Task details: Report each line of the data below in which "boxes" appears.
── Supplied records ──
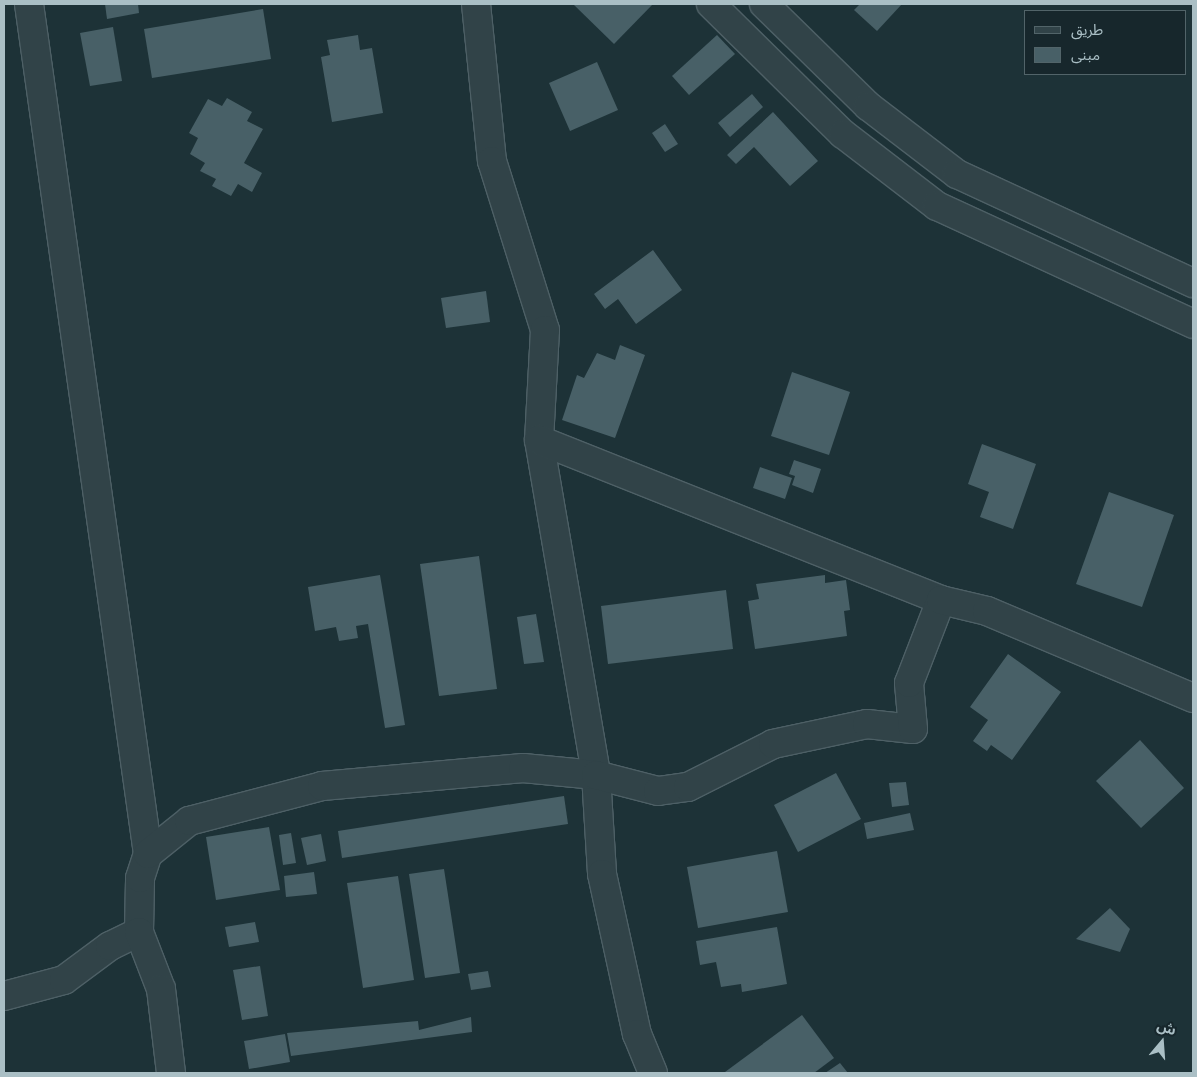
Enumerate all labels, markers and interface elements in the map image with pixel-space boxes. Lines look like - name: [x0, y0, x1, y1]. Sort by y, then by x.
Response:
───
── Supplied records ──
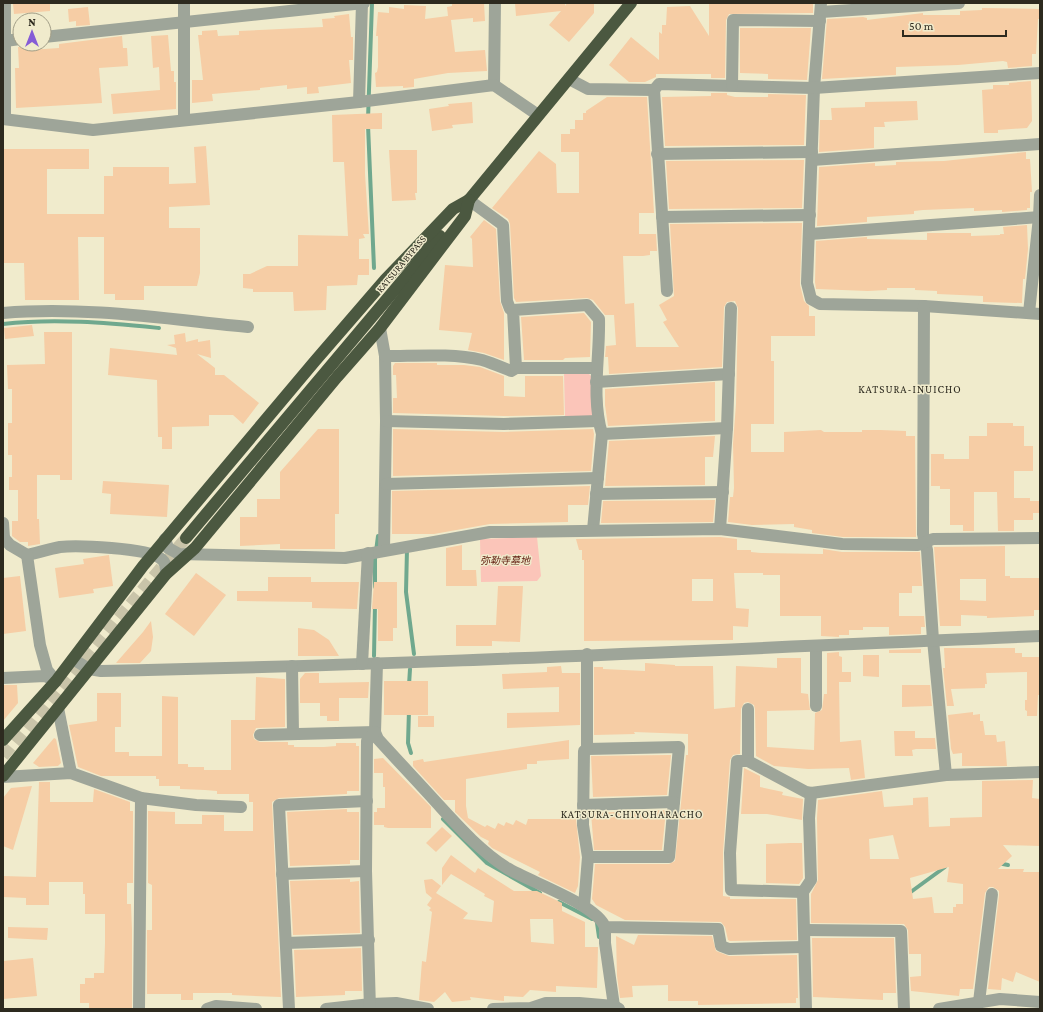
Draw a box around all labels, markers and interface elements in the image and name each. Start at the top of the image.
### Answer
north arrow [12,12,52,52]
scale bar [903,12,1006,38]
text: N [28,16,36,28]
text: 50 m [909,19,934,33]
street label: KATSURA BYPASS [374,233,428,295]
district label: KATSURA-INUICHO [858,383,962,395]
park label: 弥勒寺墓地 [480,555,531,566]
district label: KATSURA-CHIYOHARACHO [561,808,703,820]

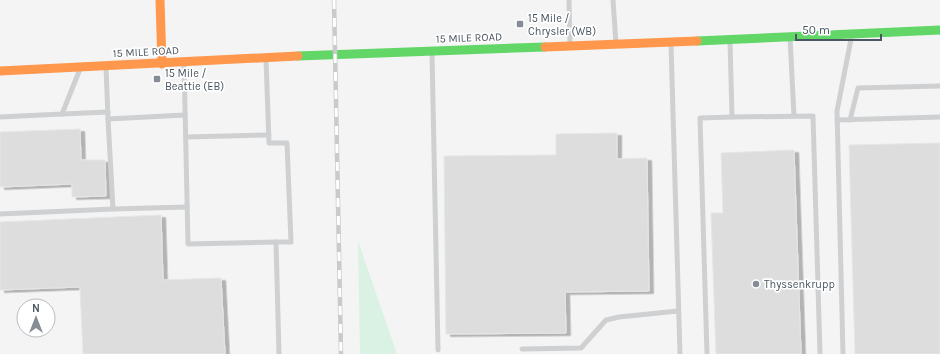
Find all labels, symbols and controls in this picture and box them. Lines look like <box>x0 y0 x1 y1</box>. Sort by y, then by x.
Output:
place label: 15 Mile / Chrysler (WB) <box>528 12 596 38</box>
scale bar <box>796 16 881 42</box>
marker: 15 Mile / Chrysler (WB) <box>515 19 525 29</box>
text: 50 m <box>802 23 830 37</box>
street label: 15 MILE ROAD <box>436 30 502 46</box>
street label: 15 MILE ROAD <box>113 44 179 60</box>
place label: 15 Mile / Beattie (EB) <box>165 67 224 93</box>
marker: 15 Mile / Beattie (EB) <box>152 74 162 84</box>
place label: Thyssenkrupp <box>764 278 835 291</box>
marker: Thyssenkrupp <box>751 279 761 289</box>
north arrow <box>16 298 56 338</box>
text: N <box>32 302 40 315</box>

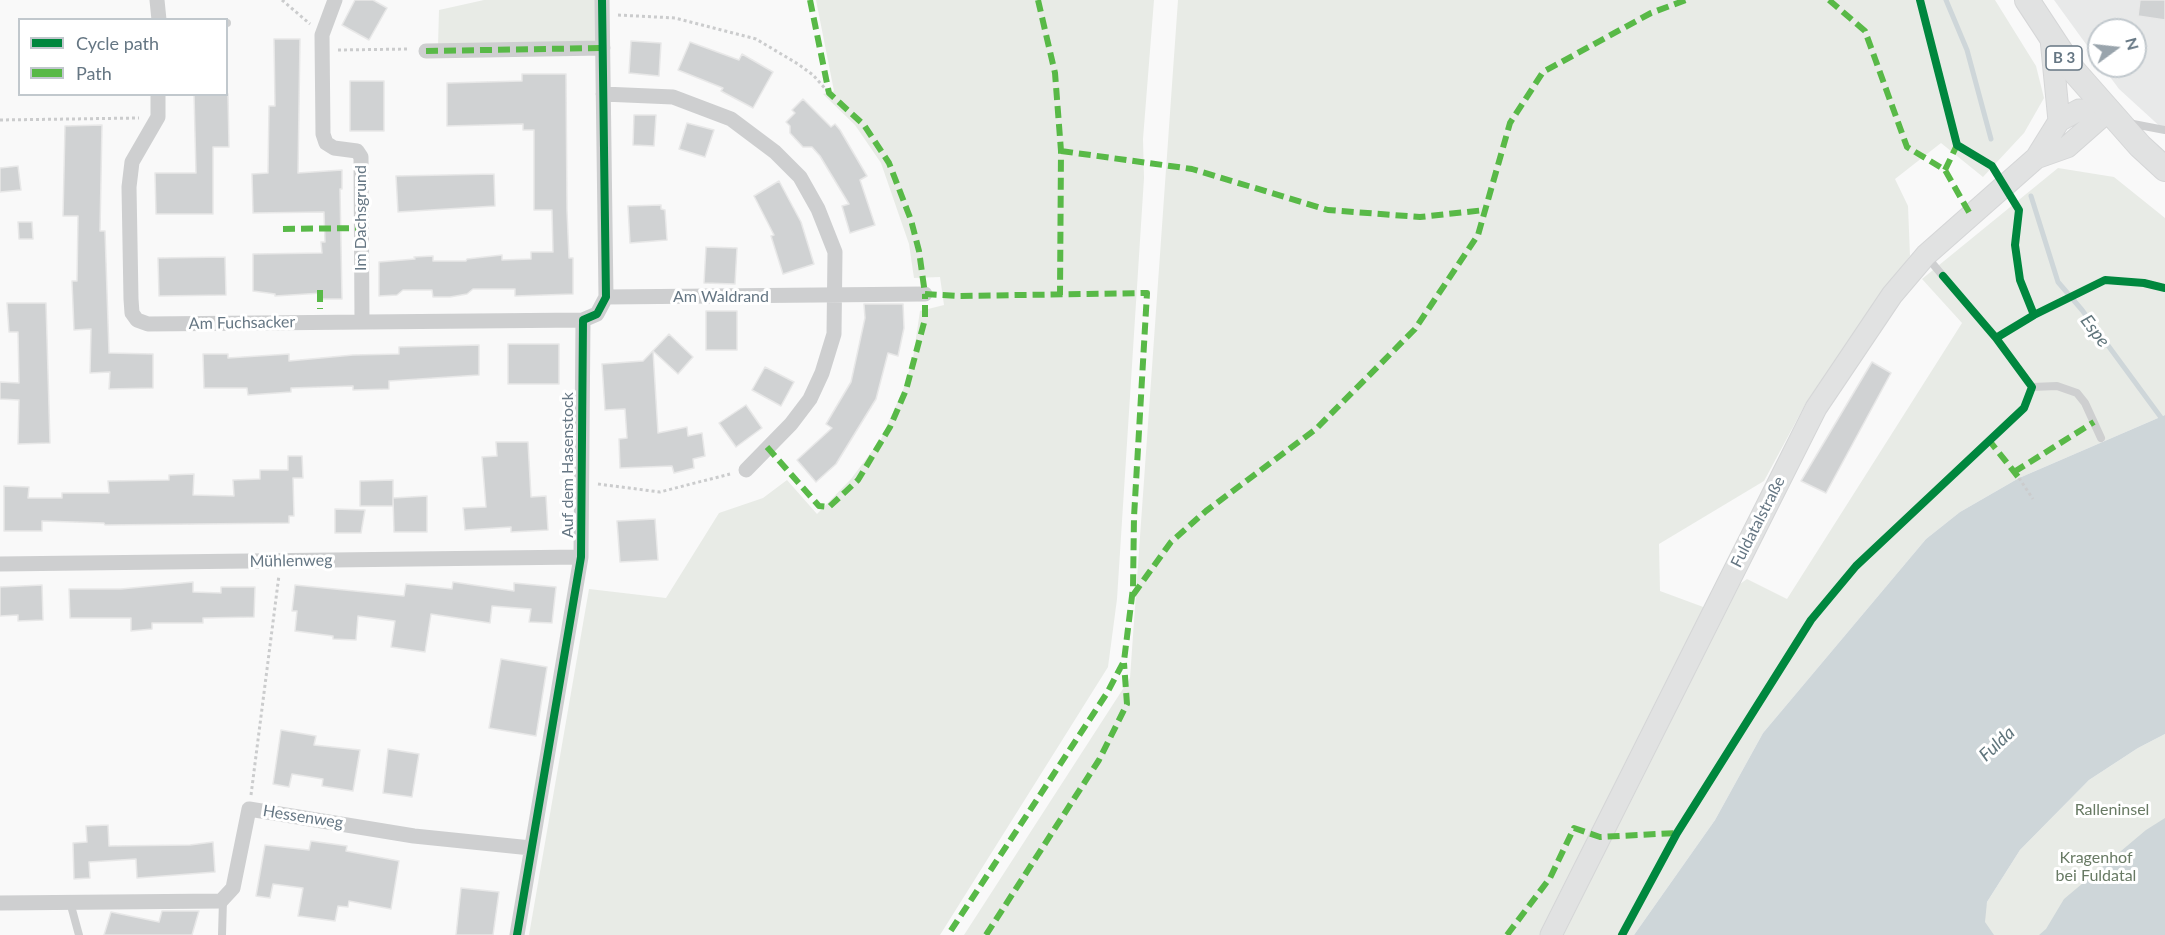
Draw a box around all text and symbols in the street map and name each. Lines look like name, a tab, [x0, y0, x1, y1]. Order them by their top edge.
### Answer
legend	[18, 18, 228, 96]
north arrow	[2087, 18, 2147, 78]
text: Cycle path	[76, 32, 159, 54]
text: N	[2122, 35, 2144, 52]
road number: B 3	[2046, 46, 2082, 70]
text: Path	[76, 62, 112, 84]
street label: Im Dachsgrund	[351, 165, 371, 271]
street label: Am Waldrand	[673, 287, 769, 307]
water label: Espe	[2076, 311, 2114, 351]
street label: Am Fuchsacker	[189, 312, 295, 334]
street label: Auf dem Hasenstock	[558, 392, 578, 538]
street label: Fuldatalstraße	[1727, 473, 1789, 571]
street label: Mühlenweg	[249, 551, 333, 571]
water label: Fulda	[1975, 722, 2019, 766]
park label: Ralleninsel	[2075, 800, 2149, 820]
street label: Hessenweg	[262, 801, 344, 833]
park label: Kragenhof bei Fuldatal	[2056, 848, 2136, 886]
───
── Supplied records ──
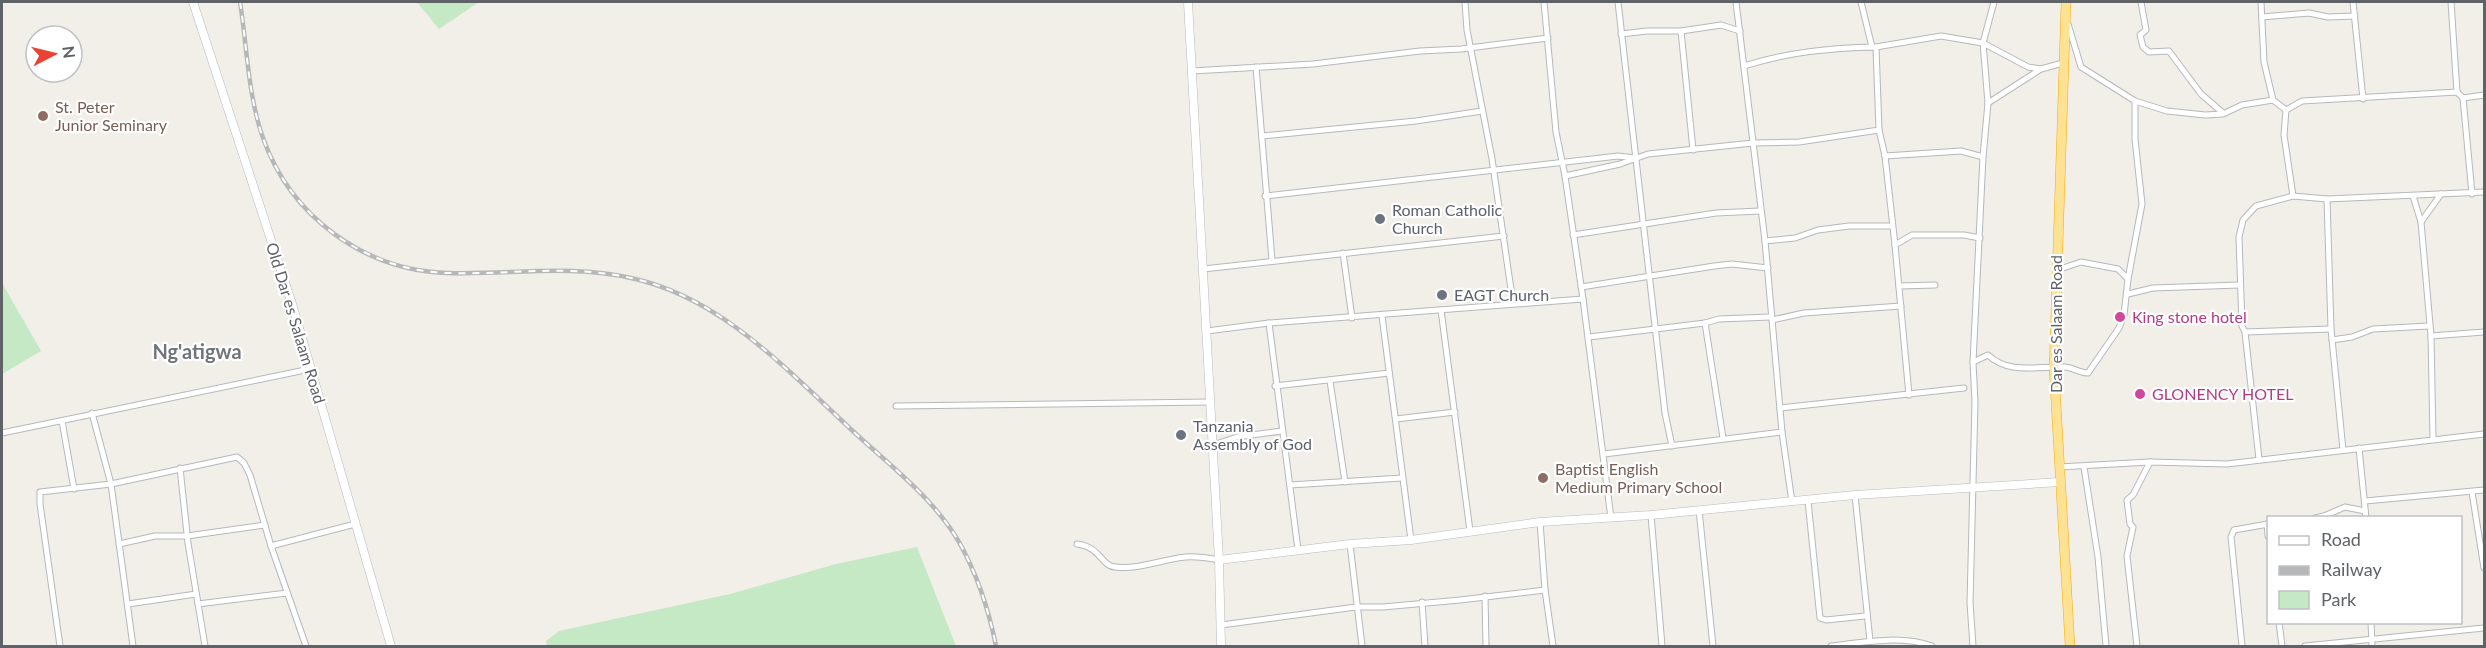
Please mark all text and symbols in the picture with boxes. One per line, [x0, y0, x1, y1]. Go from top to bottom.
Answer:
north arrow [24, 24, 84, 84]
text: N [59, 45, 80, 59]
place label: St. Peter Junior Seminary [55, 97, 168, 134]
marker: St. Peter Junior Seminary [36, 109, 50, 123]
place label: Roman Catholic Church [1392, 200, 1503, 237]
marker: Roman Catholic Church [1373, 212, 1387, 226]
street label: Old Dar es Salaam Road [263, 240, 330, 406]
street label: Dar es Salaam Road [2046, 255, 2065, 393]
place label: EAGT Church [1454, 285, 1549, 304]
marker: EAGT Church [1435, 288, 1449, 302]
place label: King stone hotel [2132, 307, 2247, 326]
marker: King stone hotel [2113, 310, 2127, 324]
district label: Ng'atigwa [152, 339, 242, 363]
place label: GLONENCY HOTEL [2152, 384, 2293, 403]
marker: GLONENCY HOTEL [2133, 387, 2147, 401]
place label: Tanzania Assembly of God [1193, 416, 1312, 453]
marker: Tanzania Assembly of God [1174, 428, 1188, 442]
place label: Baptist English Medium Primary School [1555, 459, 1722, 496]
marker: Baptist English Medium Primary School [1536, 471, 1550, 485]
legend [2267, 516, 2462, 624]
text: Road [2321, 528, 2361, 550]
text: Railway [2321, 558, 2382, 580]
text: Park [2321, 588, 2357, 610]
───
Reply to the exercise:
Enumerate all labels, markers and interface elements in the map image with pixel-space boxes. Lines look like - name: [x0, y0, x1, y1]. Sort by y, then by x.
Please mark all text and symbols in the picture with boxes. One per line, [x0, y0, x1, y1]. Go from top to bottom.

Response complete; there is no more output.